- _TASK ITEM_
Read through the data below and state how many of its lines contain the word "canvas", adding nothing.

Saved data entries

----

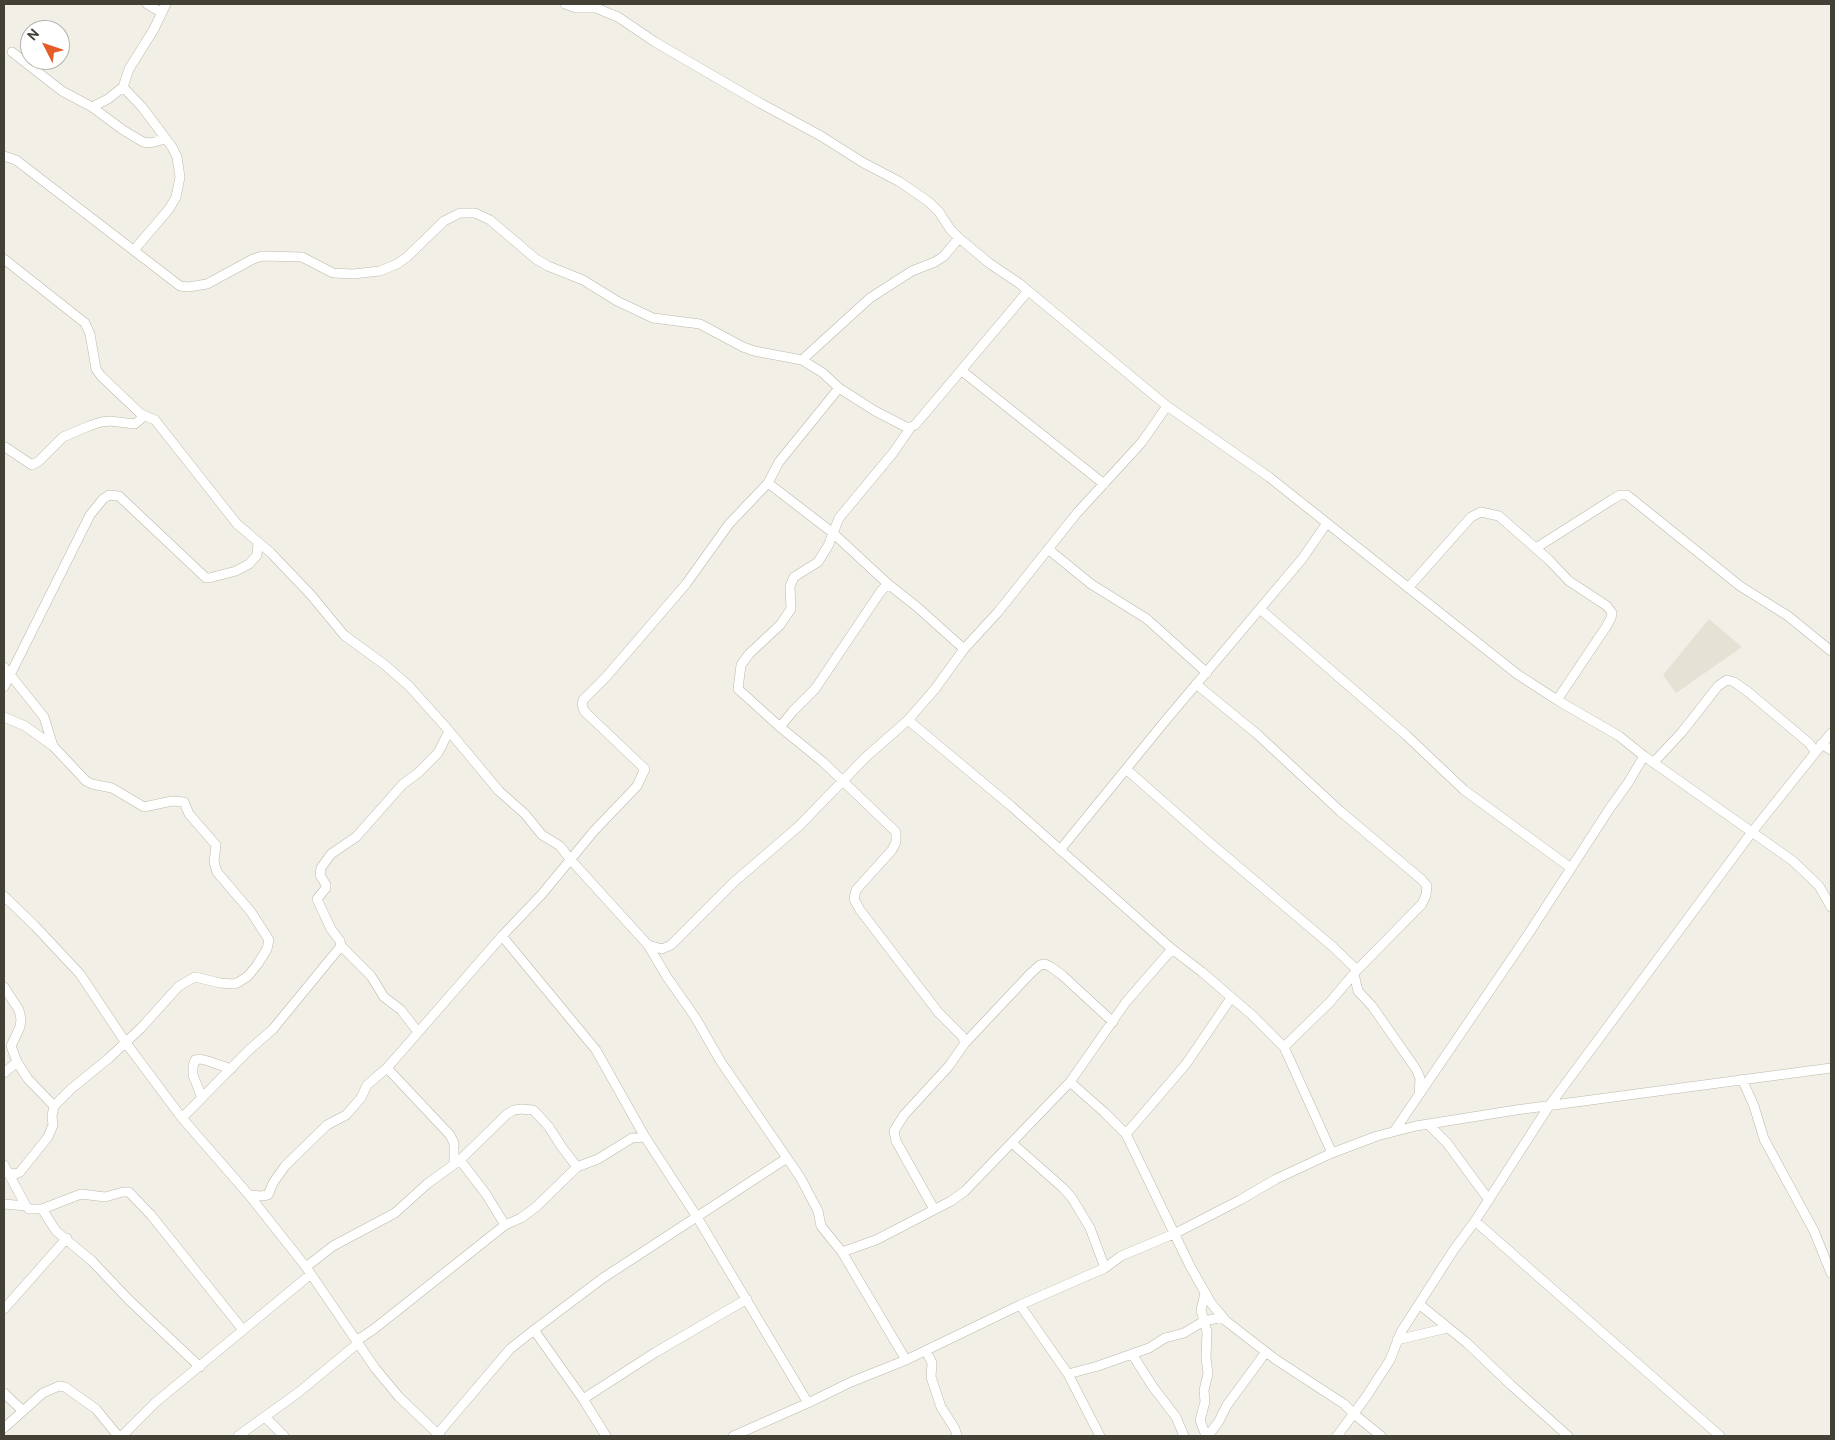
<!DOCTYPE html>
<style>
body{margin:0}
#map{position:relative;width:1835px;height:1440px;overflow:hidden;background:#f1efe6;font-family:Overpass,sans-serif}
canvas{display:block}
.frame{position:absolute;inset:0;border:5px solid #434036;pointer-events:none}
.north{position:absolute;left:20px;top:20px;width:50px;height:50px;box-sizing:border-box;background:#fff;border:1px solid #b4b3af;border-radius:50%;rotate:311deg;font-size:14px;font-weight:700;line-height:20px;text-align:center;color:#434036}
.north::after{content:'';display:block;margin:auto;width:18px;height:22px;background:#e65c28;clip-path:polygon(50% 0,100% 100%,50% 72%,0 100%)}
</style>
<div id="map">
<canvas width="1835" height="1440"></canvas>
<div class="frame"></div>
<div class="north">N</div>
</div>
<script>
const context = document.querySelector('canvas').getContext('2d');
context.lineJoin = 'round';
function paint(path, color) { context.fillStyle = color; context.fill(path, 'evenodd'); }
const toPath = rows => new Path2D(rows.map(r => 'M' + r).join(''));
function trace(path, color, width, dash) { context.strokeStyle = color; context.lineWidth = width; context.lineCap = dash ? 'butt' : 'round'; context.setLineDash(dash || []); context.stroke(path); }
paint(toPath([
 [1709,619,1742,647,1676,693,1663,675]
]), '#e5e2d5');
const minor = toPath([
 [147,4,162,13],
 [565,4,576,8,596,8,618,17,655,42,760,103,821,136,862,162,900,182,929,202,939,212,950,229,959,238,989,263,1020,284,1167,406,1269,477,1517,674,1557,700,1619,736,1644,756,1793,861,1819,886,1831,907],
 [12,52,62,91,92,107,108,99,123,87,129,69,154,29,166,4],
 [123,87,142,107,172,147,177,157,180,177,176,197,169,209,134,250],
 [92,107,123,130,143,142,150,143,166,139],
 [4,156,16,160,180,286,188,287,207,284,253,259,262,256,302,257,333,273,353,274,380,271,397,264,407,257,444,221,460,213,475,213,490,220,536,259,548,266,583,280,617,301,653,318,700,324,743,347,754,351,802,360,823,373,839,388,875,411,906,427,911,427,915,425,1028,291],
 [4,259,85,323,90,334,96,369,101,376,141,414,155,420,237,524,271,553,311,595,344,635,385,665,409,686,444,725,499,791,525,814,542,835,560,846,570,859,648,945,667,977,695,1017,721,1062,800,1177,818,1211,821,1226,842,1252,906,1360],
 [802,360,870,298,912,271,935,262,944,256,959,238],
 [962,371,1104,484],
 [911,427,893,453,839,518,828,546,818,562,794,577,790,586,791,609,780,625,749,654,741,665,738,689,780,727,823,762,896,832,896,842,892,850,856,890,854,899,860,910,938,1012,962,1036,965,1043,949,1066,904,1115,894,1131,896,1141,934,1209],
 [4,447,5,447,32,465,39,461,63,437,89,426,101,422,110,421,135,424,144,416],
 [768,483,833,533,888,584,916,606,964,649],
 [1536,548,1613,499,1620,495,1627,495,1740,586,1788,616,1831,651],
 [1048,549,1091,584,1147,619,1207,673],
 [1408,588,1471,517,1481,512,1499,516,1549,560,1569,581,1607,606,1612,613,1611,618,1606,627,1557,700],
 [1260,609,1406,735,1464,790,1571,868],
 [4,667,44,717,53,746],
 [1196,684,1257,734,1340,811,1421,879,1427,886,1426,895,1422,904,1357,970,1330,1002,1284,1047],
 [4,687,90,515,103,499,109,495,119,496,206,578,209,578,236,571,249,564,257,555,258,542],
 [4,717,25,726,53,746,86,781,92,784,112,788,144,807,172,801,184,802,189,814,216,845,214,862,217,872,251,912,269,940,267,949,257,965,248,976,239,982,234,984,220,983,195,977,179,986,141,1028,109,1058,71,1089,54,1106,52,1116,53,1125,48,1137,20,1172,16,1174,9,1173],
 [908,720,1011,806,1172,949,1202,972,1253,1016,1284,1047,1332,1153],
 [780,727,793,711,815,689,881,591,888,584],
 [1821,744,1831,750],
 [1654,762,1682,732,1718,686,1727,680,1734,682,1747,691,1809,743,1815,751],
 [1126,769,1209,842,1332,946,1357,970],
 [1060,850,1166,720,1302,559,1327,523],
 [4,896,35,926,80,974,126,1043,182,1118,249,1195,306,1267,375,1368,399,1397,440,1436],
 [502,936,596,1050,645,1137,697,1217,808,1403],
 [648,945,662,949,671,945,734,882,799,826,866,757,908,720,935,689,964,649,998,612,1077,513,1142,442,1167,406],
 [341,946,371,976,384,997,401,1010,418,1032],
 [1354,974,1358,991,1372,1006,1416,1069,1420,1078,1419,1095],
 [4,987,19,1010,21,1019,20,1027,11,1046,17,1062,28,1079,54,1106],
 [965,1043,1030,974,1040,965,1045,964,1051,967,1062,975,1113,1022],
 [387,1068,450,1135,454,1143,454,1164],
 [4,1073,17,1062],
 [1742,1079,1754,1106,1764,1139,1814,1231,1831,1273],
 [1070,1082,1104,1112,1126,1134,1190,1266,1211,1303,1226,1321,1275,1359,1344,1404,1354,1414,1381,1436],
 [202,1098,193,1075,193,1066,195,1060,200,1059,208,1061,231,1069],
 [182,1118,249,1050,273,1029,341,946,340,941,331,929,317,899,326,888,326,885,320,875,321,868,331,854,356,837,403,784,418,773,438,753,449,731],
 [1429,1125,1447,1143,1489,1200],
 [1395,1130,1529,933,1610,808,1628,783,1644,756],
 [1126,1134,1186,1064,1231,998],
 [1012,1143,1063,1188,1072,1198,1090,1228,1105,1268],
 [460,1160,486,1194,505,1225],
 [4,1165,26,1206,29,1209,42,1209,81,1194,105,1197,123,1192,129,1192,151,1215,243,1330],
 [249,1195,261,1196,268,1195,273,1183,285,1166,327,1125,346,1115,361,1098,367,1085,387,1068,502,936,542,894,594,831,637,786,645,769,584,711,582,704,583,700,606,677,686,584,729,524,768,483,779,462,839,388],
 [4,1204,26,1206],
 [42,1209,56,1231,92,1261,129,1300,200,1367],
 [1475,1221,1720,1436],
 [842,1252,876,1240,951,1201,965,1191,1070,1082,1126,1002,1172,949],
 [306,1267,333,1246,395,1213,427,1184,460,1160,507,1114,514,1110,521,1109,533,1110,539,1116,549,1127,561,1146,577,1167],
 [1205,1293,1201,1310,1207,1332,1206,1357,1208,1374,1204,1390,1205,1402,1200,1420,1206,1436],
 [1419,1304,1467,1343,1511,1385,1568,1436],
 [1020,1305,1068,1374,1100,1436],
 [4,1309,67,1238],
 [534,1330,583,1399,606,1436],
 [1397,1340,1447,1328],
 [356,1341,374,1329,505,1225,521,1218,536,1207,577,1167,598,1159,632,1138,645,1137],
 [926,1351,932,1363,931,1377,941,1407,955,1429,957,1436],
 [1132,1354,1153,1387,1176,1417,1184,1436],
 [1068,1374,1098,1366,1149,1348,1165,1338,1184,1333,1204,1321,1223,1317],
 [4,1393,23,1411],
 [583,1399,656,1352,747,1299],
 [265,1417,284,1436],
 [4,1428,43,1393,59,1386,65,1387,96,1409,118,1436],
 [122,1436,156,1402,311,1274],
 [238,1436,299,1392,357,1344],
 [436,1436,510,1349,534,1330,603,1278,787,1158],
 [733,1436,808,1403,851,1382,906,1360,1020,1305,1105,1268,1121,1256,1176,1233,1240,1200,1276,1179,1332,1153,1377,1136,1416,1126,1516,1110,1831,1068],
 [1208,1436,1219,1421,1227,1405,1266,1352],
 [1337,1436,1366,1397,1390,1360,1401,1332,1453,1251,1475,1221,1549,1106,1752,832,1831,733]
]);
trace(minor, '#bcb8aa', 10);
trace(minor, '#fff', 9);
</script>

----

- _WRITTEN ANSWER_
3